::: Exercise inputs

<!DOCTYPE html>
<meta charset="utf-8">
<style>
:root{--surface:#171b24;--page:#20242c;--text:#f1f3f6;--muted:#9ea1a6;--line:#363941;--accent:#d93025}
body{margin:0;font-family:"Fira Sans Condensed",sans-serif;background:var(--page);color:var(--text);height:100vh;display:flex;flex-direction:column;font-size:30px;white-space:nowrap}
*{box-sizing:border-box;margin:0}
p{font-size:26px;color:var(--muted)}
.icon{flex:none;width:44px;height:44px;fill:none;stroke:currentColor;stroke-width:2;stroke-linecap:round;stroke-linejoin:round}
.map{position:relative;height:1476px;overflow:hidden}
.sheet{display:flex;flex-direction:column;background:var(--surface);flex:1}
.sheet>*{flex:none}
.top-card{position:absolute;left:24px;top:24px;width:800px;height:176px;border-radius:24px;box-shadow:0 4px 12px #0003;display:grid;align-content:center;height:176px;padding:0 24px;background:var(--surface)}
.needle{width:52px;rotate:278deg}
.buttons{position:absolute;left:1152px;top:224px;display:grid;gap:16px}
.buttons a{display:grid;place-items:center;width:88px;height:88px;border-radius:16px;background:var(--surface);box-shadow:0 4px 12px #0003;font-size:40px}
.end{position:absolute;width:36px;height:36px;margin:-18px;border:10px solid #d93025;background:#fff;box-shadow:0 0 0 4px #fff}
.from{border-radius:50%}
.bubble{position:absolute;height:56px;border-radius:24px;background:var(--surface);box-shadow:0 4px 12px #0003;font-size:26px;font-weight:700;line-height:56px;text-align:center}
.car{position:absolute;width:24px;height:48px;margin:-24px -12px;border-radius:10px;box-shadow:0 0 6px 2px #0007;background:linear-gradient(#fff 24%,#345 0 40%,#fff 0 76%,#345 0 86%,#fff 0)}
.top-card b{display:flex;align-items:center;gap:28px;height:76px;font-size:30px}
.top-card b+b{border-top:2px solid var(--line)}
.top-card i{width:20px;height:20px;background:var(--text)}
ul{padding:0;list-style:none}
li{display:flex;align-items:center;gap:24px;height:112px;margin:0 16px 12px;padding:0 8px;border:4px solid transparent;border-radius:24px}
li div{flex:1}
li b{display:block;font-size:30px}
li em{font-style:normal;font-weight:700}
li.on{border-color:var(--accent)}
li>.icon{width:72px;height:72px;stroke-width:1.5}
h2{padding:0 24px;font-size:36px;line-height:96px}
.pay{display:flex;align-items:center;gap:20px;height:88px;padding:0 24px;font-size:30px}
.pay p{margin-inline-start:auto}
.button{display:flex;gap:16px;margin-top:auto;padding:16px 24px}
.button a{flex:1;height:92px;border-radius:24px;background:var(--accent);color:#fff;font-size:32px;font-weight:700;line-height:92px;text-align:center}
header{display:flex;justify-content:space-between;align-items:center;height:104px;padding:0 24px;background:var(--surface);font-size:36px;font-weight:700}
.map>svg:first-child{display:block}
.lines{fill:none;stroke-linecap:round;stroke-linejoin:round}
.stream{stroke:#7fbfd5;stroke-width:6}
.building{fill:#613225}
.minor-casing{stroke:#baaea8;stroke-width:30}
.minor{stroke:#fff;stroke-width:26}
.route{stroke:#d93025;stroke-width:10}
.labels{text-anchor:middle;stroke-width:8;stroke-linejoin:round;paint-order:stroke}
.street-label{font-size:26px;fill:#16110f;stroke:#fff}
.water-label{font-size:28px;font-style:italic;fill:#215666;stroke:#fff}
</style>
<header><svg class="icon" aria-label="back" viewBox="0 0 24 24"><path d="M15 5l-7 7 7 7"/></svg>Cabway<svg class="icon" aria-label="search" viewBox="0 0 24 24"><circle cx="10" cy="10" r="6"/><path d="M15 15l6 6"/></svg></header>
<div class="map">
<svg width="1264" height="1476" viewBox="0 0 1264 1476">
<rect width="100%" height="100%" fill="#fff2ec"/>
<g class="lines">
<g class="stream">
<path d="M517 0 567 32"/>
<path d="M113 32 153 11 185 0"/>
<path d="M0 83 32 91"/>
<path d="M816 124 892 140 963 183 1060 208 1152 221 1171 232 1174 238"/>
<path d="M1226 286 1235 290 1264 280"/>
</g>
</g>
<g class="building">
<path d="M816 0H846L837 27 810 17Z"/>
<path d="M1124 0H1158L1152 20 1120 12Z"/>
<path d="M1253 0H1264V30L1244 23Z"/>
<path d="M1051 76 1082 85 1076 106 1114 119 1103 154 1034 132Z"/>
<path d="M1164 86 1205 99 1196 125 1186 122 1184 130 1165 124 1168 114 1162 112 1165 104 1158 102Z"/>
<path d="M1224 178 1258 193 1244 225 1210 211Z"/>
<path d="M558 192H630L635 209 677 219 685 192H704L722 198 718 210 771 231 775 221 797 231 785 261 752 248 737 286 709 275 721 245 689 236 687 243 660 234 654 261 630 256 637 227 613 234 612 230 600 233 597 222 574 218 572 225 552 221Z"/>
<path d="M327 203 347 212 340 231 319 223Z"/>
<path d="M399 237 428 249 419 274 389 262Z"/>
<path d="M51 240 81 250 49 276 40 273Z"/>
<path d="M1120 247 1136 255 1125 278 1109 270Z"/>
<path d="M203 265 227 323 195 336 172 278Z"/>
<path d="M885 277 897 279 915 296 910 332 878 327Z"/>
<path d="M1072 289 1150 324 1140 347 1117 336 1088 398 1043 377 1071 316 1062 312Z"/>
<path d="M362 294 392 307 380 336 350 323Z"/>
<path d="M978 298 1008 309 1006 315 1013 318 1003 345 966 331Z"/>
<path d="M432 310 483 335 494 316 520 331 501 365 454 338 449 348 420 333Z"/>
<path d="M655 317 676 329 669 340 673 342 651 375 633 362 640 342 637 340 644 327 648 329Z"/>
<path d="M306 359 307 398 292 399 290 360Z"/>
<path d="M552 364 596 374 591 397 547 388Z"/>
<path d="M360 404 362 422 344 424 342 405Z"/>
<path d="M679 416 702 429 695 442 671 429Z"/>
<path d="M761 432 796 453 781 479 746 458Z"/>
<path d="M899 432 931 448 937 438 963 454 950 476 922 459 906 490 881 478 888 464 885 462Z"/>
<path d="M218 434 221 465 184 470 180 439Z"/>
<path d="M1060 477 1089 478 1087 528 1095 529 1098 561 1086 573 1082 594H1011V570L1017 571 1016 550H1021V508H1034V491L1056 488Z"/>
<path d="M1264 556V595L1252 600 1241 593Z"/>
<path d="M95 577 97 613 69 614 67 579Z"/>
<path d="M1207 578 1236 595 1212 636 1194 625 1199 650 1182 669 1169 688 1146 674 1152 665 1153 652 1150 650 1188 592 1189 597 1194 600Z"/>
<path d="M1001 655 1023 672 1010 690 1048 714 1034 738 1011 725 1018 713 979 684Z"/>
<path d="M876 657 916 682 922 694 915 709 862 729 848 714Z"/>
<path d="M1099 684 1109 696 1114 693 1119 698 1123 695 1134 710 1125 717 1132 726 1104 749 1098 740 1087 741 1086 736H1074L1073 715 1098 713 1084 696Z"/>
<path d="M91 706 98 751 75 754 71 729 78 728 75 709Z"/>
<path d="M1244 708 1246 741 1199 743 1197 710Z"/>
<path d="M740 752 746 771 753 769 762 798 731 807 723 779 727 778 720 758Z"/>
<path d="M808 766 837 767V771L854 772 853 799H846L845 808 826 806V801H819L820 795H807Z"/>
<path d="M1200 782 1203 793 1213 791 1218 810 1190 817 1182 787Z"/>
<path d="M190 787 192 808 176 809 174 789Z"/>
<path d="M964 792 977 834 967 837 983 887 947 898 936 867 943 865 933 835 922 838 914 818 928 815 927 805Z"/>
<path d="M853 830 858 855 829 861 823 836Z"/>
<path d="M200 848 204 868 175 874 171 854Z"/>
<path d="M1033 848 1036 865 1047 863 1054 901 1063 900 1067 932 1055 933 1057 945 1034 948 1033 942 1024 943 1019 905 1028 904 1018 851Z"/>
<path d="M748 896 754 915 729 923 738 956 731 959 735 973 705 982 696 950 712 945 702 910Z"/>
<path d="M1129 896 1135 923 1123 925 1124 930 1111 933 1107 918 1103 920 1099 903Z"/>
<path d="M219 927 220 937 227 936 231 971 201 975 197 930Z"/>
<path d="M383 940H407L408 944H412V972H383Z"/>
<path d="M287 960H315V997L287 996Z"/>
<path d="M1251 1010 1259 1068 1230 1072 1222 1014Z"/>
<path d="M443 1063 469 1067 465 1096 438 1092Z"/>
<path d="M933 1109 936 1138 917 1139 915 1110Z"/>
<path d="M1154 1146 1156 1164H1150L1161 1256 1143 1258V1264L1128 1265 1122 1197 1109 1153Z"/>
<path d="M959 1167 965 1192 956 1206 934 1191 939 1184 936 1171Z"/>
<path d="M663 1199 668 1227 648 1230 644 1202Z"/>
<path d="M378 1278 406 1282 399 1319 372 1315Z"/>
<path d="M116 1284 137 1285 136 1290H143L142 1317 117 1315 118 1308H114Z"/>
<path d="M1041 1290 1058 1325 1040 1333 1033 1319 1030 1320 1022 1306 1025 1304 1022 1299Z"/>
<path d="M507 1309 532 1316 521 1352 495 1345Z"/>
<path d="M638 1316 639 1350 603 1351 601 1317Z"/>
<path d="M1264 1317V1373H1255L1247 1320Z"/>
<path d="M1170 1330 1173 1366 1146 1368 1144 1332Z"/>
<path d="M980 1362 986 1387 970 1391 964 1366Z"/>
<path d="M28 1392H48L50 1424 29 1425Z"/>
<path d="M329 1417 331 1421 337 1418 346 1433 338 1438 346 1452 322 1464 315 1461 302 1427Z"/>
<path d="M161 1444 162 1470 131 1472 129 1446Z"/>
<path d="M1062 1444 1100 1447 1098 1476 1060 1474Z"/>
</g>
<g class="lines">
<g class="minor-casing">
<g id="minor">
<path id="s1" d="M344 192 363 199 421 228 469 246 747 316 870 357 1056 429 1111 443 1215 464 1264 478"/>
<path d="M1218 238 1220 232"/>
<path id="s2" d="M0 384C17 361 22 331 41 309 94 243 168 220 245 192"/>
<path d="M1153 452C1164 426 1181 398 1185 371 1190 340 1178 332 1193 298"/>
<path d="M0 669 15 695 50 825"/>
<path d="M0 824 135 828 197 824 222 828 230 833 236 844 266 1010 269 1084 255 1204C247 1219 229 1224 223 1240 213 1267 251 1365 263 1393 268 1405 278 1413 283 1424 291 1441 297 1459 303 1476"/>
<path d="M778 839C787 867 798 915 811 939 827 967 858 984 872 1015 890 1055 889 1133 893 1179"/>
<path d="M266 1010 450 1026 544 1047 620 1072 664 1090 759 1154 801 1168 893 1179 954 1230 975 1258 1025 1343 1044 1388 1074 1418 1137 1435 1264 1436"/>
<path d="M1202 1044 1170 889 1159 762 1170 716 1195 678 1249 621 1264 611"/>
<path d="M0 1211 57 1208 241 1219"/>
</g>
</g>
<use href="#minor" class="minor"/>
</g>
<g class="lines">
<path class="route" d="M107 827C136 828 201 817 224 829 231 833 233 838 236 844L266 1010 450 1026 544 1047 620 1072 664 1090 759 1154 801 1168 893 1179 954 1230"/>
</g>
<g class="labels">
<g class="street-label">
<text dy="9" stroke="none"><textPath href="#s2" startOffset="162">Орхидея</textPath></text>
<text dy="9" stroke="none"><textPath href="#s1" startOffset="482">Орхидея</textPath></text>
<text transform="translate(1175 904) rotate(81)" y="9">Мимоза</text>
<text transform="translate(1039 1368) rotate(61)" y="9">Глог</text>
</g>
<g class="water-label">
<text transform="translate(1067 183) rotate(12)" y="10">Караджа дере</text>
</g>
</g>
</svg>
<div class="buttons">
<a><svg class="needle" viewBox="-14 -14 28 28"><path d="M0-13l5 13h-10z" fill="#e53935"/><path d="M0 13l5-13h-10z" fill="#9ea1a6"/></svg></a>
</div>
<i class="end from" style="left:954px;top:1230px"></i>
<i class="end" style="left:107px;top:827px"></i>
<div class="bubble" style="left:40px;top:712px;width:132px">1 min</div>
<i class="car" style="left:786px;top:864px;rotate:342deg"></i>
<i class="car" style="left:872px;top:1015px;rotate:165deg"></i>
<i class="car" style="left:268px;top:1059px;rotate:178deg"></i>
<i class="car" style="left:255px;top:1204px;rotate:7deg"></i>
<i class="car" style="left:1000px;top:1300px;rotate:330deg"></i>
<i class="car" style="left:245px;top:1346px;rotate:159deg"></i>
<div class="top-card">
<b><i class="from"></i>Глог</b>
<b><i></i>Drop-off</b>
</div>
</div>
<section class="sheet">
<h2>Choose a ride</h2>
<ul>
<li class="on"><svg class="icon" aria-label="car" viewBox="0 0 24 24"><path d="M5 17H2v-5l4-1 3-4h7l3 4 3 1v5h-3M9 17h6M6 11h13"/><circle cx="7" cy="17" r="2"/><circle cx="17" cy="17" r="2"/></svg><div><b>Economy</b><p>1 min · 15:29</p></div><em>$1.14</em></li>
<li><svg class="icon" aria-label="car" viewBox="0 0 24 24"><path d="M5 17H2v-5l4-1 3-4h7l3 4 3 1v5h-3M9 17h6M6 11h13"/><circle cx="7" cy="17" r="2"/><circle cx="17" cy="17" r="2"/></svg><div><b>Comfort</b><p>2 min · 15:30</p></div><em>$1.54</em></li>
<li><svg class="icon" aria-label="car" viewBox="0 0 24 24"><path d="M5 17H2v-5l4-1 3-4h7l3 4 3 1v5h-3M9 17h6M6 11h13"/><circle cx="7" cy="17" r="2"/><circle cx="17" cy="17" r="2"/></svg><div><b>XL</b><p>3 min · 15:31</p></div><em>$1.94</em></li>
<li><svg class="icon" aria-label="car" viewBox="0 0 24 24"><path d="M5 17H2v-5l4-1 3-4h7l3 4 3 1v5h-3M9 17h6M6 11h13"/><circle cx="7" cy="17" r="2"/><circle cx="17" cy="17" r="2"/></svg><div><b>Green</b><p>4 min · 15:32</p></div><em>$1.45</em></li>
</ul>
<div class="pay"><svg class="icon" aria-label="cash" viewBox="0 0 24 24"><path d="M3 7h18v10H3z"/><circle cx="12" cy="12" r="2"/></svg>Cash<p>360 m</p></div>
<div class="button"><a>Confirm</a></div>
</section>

::::::

» **Exercise details**
Every line in the data above that includes the word "rotate" should be copied.

» **Your solution**
.needle{width:52px;rotate:278deg}
<text transform="translate(1175 904) rotate(81)" y="9">Мимоза</text>
<text transform="translate(1039 1368) rotate(61)" y="9">Глог</text>
<text transform="translate(1067 183) rotate(12)" y="10">Караджа дере</text>
<i class="car" style="left:786px;top:864px;rotate:342deg"></i>
<i class="car" style="left:872px;top:1015px;rotate:165deg"></i>
<i class="car" style="left:268px;top:1059px;rotate:178deg"></i>
<i class="car" style="left:255px;top:1204px;rotate:7deg"></i>
<i class="car" style="left:1000px;top:1300px;rotate:330deg"></i>
<i class="car" style="left:245px;top:1346px;rotate:159deg"></i>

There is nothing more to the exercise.